We stayed at the loveliest of hotels. The Hay-Adams. It’s in this month’s Architectural Digest. Page 202, I believe. Check it out. I didn’t want to go to sleep. I just wanted to sit up and stare at my beautiful room.

Walking through the metal detectors, any concerns I may have had about White House security vanished. The woman manning the line did her job very well. I was actually afraid of her. I did my very best “Soup Nazi” side step, and made it through without causing any commotion.

We were ushered into a very small auditorium-style room. It had a little stage, a small podium with the presidential seal, and about 100 or so seats. After a brief introduction, Condoleezza Rice’s chief of staff addressed us. He spoke for a half hour or so, on the administration’s national security policy. Then we took a break.
At the end of the break, a lady’s voice said, “Ladies and gentlemen, the President of the United States!”

And there he was.

Right there --three rows away from me. This might be an everyday occurrence for some inside-the-beltway types, but for me, it was amazing.

And he didn’t just “pop his head in.” He spoke to us for over a half hour. No speech, no notes – he just talked to us. The gist of his message was this – the he desperately wants a peaceful solution in Iraq, that he’s working very hard for a peaceful solution in Iraq, that he’s praying for a peaceful solution in Iraq. But he also believes that time is running out, and that Iraq must be dealt with soon, before Saddam Hussein has the opportunity to do harm to the United States.
Honestly, I was very impressed.

After the President left, some poor administration guy had to follow him and give another talk – the details of which of course I don’t remember. And then we had a nice lunch and we were back on the jet.

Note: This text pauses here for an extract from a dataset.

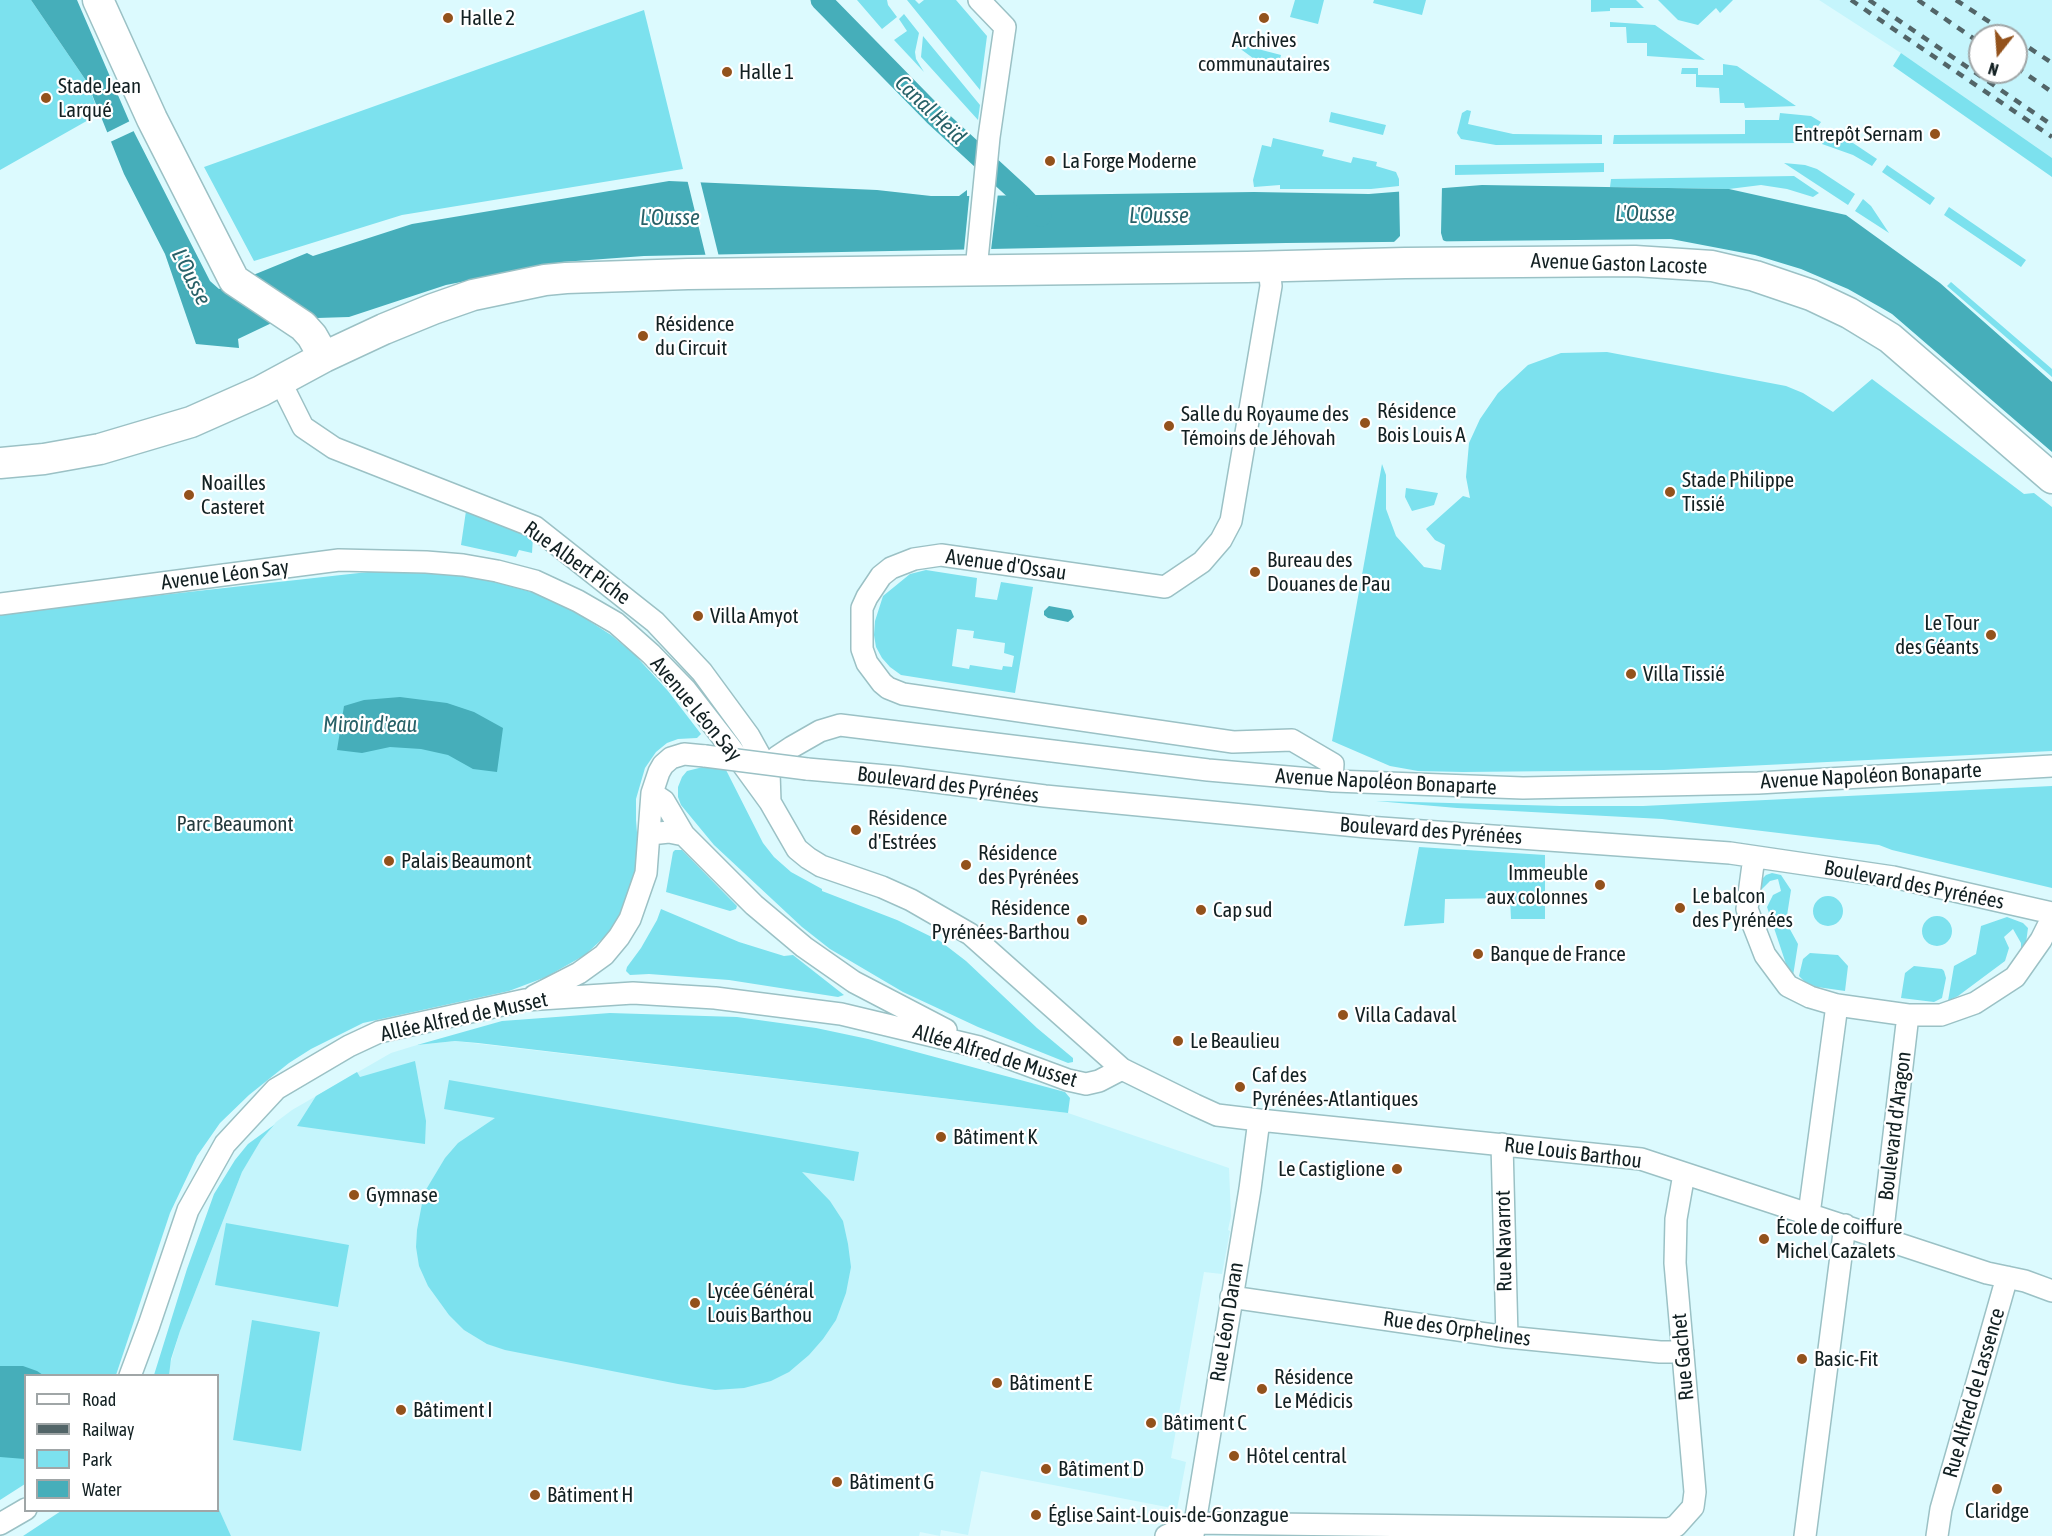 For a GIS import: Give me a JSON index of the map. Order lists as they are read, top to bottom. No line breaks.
{"streets":{"main road":["Avenue Gaston Lacoste"],"street":["Rue Albert Piche","Avenue d'Ossau","Avenue Léon Say","Avenue Napoléon Bonaparte","Boulevard des Pyrénées","Allée Alfred de Musset","Boulevard d'Aragon","Rue Louis Barthou","Rue Navarrot","Rue Léon Daran","Rue des Orphelines","Rue Gachet","Rue Alfred de Lassence"]},"crossings":[["Avenue Gaston Lacoste","Avenue d'Ossau"],["Rue Albert Piche","Avenue Napoléon Bonaparte"],["Avenue d'Ossau","Avenue Napoléon Bonaparte"],["Avenue Léon Say","Allée Alfred de Musset"],["Avenue Léon Say","Rue Louis Barthou"],["Allée Alfred de Musset","Rue Louis Barthou"],["Boulevard d'Aragon","Rue Louis Barthou"],["Rue Louis Barthou","Rue Navarrot"],["Rue Louis Barthou","Rue Léon Daran"],["Rue Louis Barthou","Rue Gachet"],["Rue Louis Barthou","Rue Alfred de Lassence"],["Rue Navarrot","Rue des Orphelines"],["Rue Léon Daran","Rue des Orphelines"],["Rue des Orphelines","Rue Gachet"]],"water":["Canal Heïd","L'Ousse","Miroir d'eau"],"parks":["Parc Beaumont"],"places":["Halle 2","Archives communautaires","Halle 1","Stade Jean Larqué","Entrepôt Sernam","La Forge Moderne","Résidence du Circuit","Résidence Bois Louis A","Salle du Royaume des Témoins de Jéhovah","Stade Philippe Tissié","Noailles Casteret","Bureau des Douanes de Pau","Villa Amyot","Le Tour des Géants","Villa Tissié","Résidence d'Estrées","Palais Beaumont","Résidence des Pyrénées","Immeuble aux colonnes","Le balcon des Pyrénées","Cap sud","Résidence Pyrénées-Barthou","Banque de France","Villa Cadaval","Le Beaulieu","Caf des Pyrénées-Atlantiques","Bâtiment K","Le Castiglione","Gymnase","École de coiffure Michel Cazalets","Lycée Général Louis Barthou","Basic-Fit","Bâtiment E","Résidence Le Médicis","Bâtiment I","Bâtiment C","Hôtel central","Bâtiment D","Bâtiment G","Claridge","Bâtiment H","Église Saint-Louis-de-Gonzague"],"legend":["Road","Railway","Park","Water"],"north":"bottom"}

Which is where the message from God came in. Landing in Denver, I changed into my sweats, climbed into my car, and drove to Denver International Airport. I parked in the remote lot, flung my suitcase onto the shuttle bus, endured a security “wanding”, boarded my flight and took my center seat in the back of the economy section. After transferring to a puddle-jumper in Minneapolis, I landed in Grand Forks, South Dakota at midnight. I rented a car, drove an hour in the dark cold, and claimed my room at a motel in Crookston, Minnesota.

I had to laugh. I really did. I thought about the previous Sunday’s reading. “I know how to live in humble circumstances; I also know how to live with abundance.” (Phil 2:12) It’s as if God was telling me “It was a nice treat, but don’t get used to it. This is your real life.”

But it was more than that. He wanted me in Crookston, Minnesota. He wanted to use me to reach teens and youth ministers at an absolutely fabulous youth rally there. He also, for reasons I still don’t fully comprehend, wanted me at the White House. And so He made both happen.

It’s not up to me to finagle important invitations. It’s not up to me to seek luxurious accommodations. My job is to ascertain where He wants me to be, and to be there.

Sometimes it’s elegant. Sometimes it’s simple. But it’s always good.

Pro-Life Candidates Win Big

The big surprise? They weren’t all Republicans.

So the big news is that the 2002 elections were a huge Republican victory. But the bigger news, as far as I’m concerned, is that those elections were a huge pro-life victory.

The stakes were high. We have, for the first time in a long time, a committed pro-life president. We have an elderly Supreme Court, with many pro-abortion justices hovering around retirement age. We’ve never had a better opportunity to reverse Roe v. Wade. But there was one ingredient missing: control of the Senate. 

Powerful pro-abortion senators (including Catholic “friends” like Ted Kennedy) have always been committed to blocking any judicial nominee who respects the right to life for the unborn. As long as the overwhelmingly pro-abortion Democratic Party controlled the Senate, the president didn’t have a prayer of appointing a pro-life justice to the Supreme Court.

But apparently that’s not the case anymore, is it?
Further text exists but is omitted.